Die ukrainischen Streitkräfte haben ihre Operationen im besetzten Süden der Ukraine eskaliert und zielen auf wichtige Infrastruktur ab, um russische Versorgungslinien zu stören und die Krim-Halbinsel vom Festland zu isolieren. Langstrecken-Drohnen wurden eingesetzt, um Verkehrsknotenpunkte entlang der Autobahn M14 zu treffen, die die russische Stadt Rostow am Don mit Melitopol verbindet. Diese Angriffe, kombiniert mit Angriffen auf russische Marineschiffe im Asowschen Meer und Schwarzen Meer sowie auf Energieanlagen, die für militärische Operationen von entscheidender Bedeutung sind, markieren eine Verschiebung der Strategie der Ukraine, den Einfluss Russlands auf die Region zu schwächen.

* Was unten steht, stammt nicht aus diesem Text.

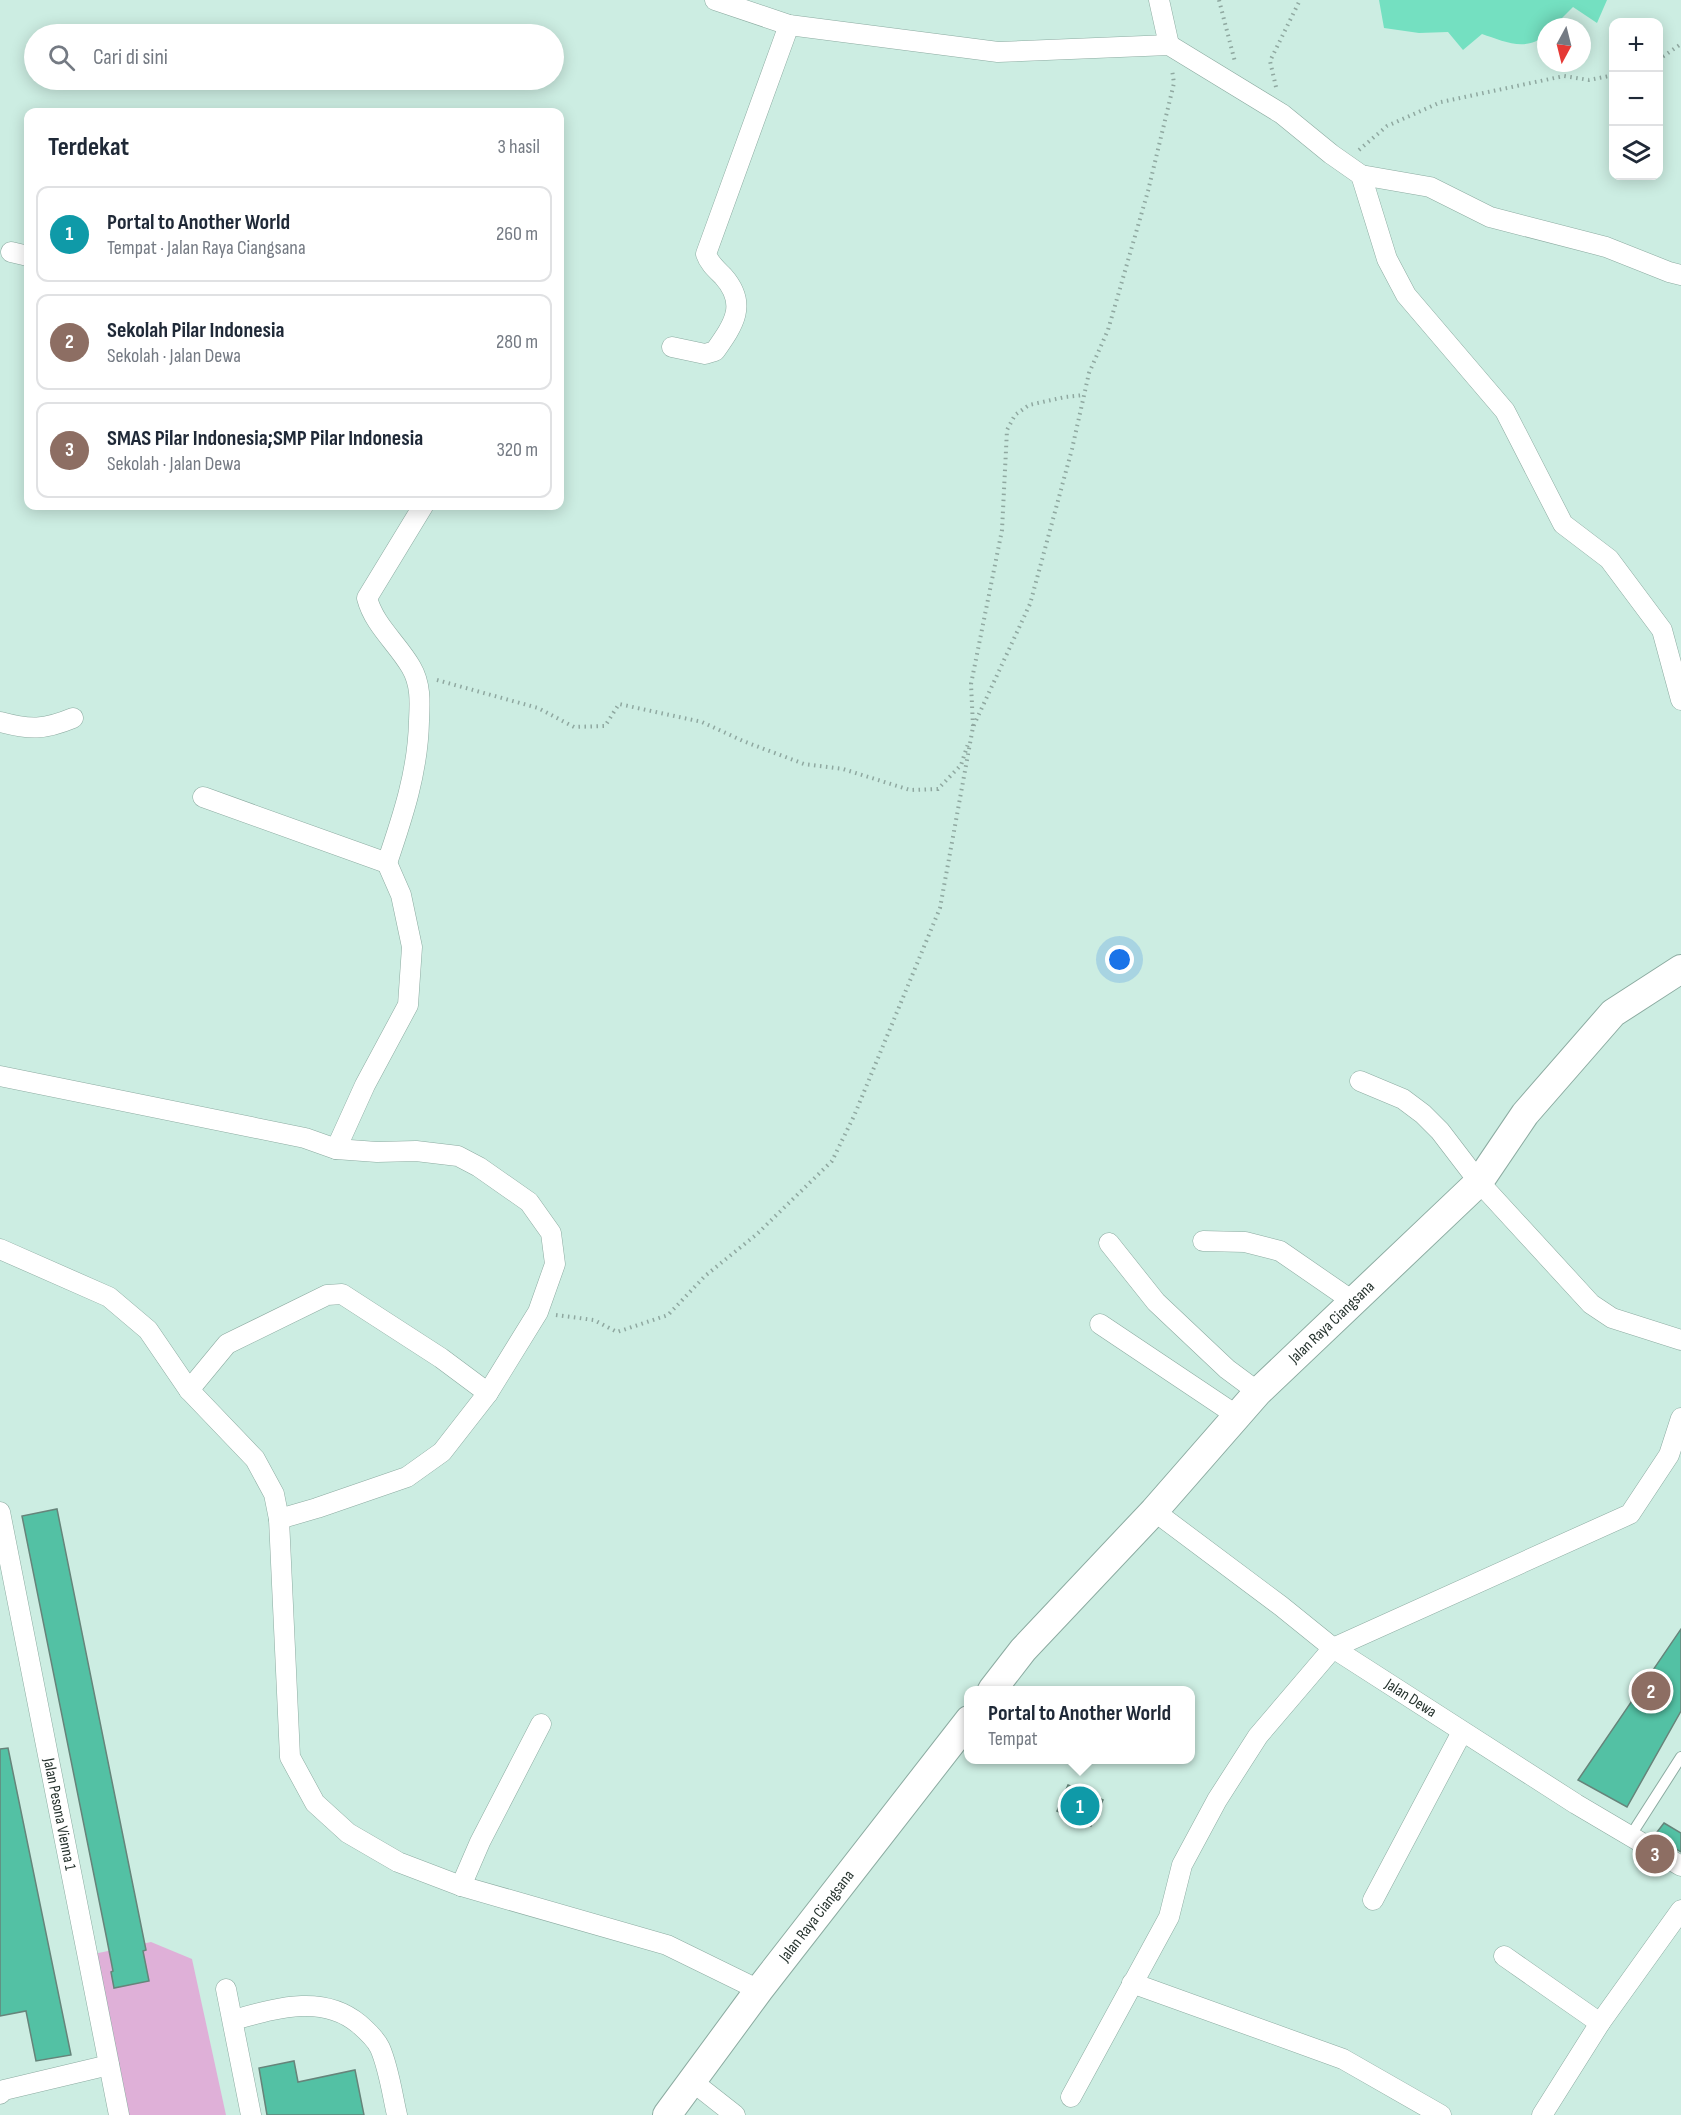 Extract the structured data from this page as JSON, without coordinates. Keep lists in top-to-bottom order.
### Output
{
  "streets": {
    "main road": ["Jalan Raya Ciangsana"],
    "street": ["Jalan Dewa", "Jalan Pesona Vienna 1"]
  },
  "crossings": [
    ["Jalan Raya Ciangsana", "Jalan Dewa"]
  ],
  "north": "bottom",
  "page": {
    "map_buttons": ["+", "−"],
    "search": "Cari di sini",
    "heading": ["Terdekat", "3 hasil"],
    "list": [
      {
        "mark": "1",
        "name": "Portal to Another World",
        "note": "Tempat · Jalan Raya Ciangsana",
        "value": "260 m"
      },
      {
        "mark": "2",
        "name": "Sekolah Pilar Indonesia",
        "note": "Sekolah · Jalan Dewa",
        "value": "280 m"
      },
      {
        "mark": "3",
        "name": "SMAS Pilar Indonesia;SMP Pilar Indonesia",
        "note": "Sekolah · Jalan Dewa",
        "value": "320 m"
      }
    ],
    "pins": ["2", "1", "3"],
    "popup": ["Portal to Another World", "Tempat"]
  }
}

Laut Robert Magyar Brovdi, Kommandeur der ukrainischen Streitkräfte für unbemannte Systeme, wurden im letzten Monat über 196 russische Schiffe und mehr als 100 Energieanlagen ins Visier genommen. Diese Zahlen sind zwar von unabhängigen Beobachtern nicht verifiziert, unterstreichen jedoch die Intensität der Kampagne. Der Schwerpunkt liegt auf der Störung des Flusses von Treibstoff und Ressourcen zu russischen Militäreinheiten, die auf der Krim stationiert sind, und untergräbt gleichzeitig die Fähigkeit der lokalen Behörden, grundlegende Dienste zu gewährleisten.

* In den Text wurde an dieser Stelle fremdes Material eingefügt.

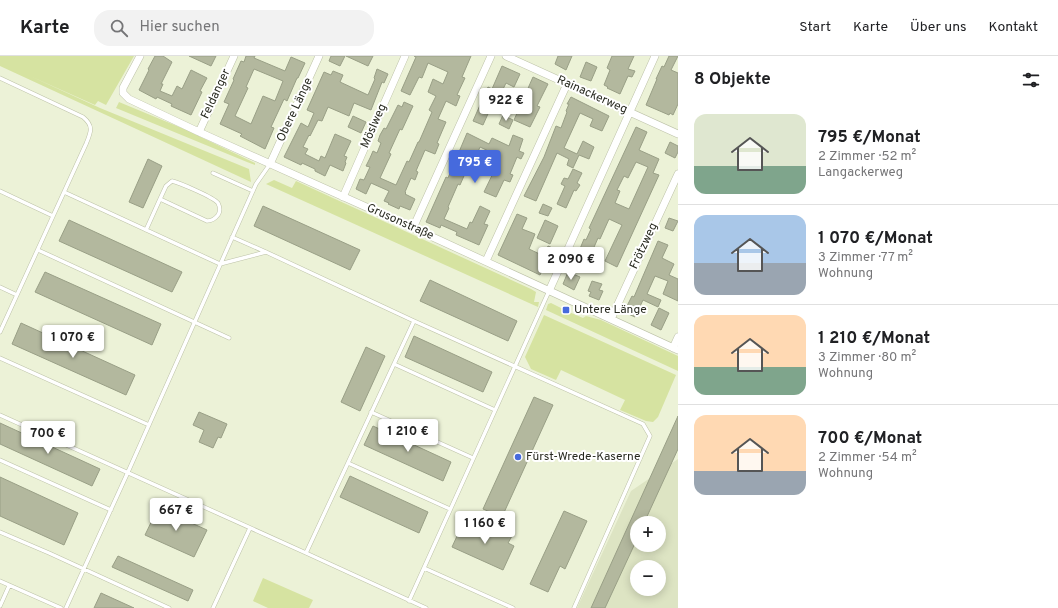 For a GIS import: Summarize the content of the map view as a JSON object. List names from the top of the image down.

Die Kraftstoffknappheit hat zu einem zeitweiligen Betrieb des öffentlichen Verkehrs geführt, was logistische Herausforderungen für die Zivilbevölkerung geschaffen hat. Nina, eine in der Nähe von Feodosiya lebende Rentnerin, beschrieb die Situation als schrecklich und stellte fest, dass das Kochen aufgrund des Strommangels nahezu unmöglich ist. Ihre größte Sorge ist das Potenzial für schwere Not während der Wintersaison.
Der Ausfall der Kommunikationsnetze hat viele Bewohner isoliert, die nicht in der Lage sind, Familienmitglieder zu erreichen oder auf wichtige Informationen zuzugreifen. Im Dorf in der Nähe von Feodosiya erzählte Ivan, dessen Name zurückgehalten wurde, das Chaos, das durch den Strom- und Kraftstoffmangel verursacht wurde.

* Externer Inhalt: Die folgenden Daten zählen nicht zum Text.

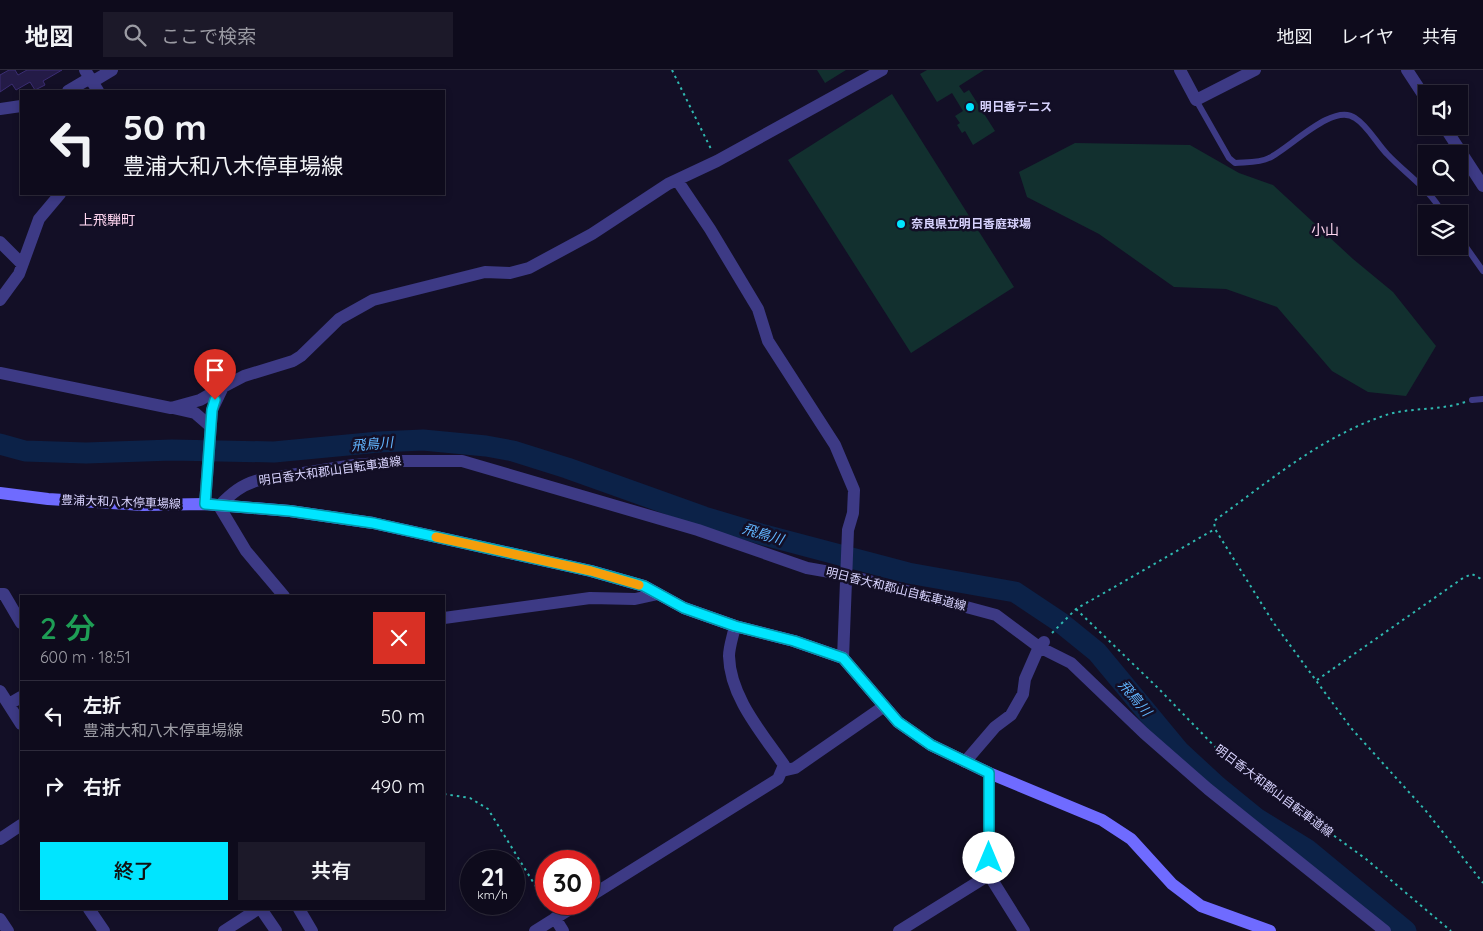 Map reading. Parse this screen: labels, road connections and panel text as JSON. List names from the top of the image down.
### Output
{
  "streets": {
    "main road": ["豊浦大和八木停車場線"],
    "street": ["明日香大和郡山自転車道線"]
  },
  "crossings": [
    ["明日香大和郡山自転車道線", "豊浦大和八木停車場線"]
  ],
  "districts": ["上飛騨町", "小山"],
  "water": ["飛鳥川"],
  "places": ["明日香テニス", "奈良県立明日香庭球場"],
  "page": {
    "header": "地図",
    "search": "ここで検索",
    "nav": ["地図", "レイヤ", "共有"],
    "turn": ["50 m", "豊浦大和八木停車場線"],
    "heading": ["2 分", "600 m · 18:51"],
    "list": [
      {
        "name": "左折",
        "note": "豊浦大和八木停車場線",
        "value": "50 m"
      },
      {
        "name": "右折",
        "value": "490 m"
      }
    ],
    "buttons": ["終了", "共有"],
    "speed": "21 km/h",
    "limit": "30"
  }
} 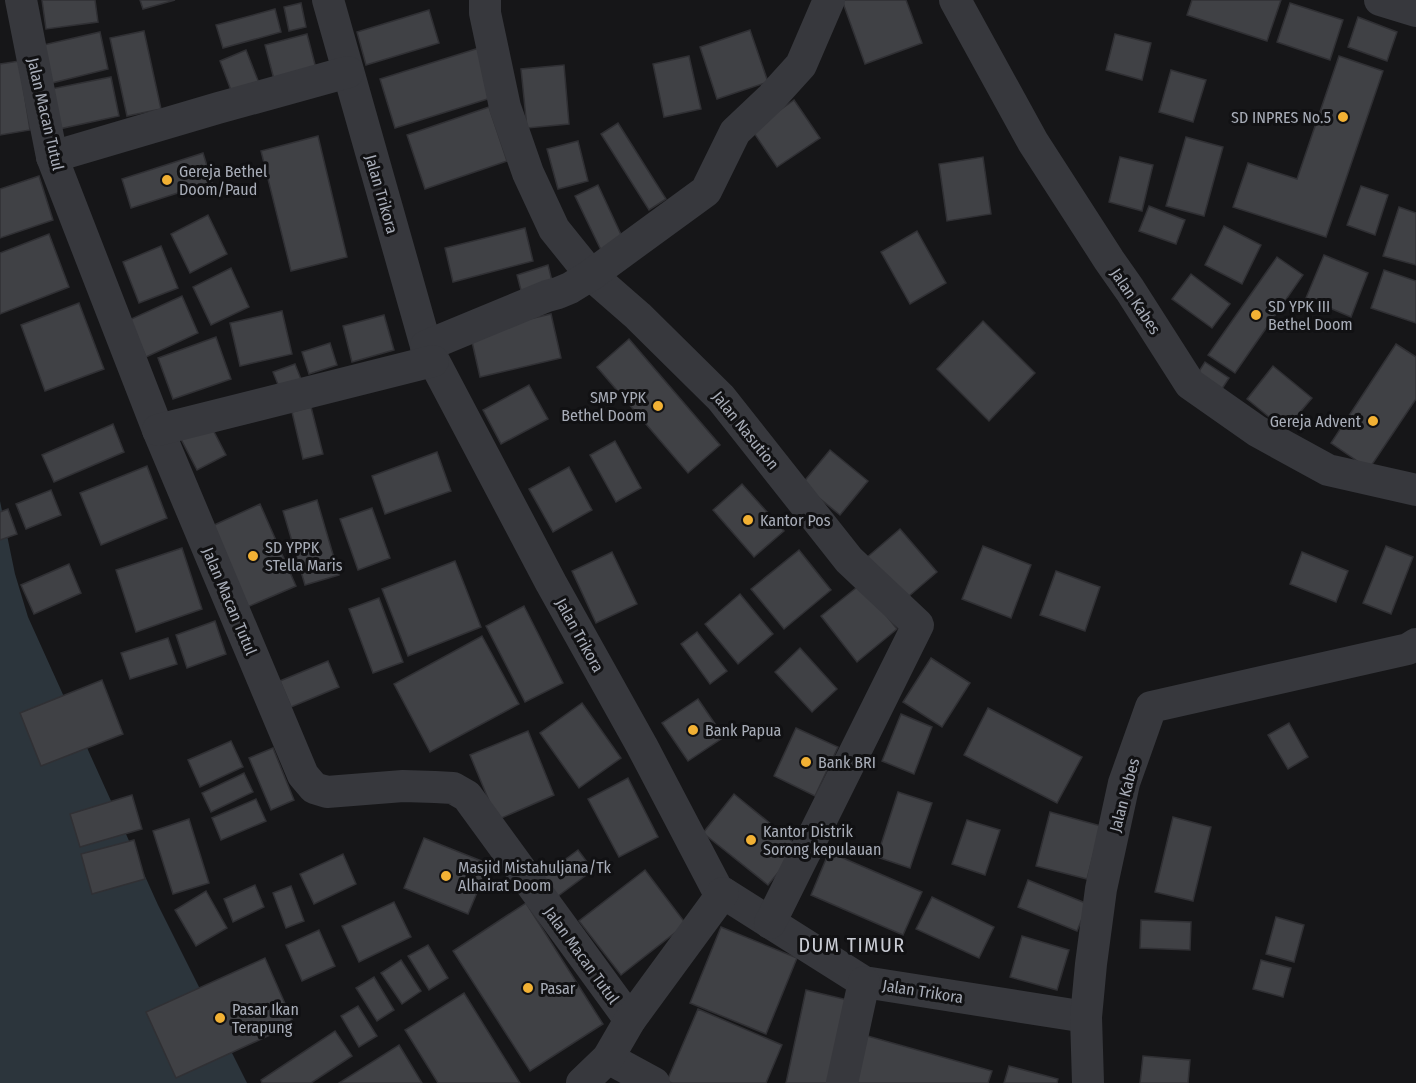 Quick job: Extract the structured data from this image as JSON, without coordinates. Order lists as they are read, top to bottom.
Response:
{
  "streets": {
    "street": [
      "Jalan Macan Tutul",
      "Jalan Trikora",
      "Jalan Kabes",
      "Jalan Nasution"
    ]
  },
  "crossings": [
    ["Jalan Trikora", "Jalan Kabes"],
    ["Jalan Trikora", "Jalan Nasution"]
  ],
  "districts": ["DUM TIMUR"],
  "places": [
    "SD INPRES No.5",
    "Gereja Bethel Doom/Paud",
    "SD YPK III Bethel Doom",
    "SMP YPK Bethel Doom",
    "Gereja Advent",
    "Kantor Pos",
    "SD YPPK STella Maris",
    "Bank Papua",
    "Bank BRI",
    "Kantor Distrik Sorong kepulauan",
    "Masjid Mistahuljana/Tk Alhairat Doom",
    "Pasar",
    "Pasar Ikan Terapung"
  ]
}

Die wenigen Geschäfte, die noch in Betrieb sind, sind auf teure Generatoren angewiesen, was Grundbedürfnisse für viele unerschwinglich macht. Trotz der Härten entstehen einige Basisbemühungen, um betroffenen Gemeinden zu helfen. Die Bloggerin Olena Gerasimenko arbeitet mit lokalen Unternehmen in Simferopol zusammen, um Krankenhäusern und Kindergärten sowie Familien, die von den Stromausfällen betroffen sind, mit sauberem Trinkwasser zu versorgen. Sie dokumentiert die wachsende Frustration der Bewohner gegenüber der von Russland installierten Verwaltung, von der viele glauben, dass sie ihre dringenden Bedürfnisse nicht erfüllt hat.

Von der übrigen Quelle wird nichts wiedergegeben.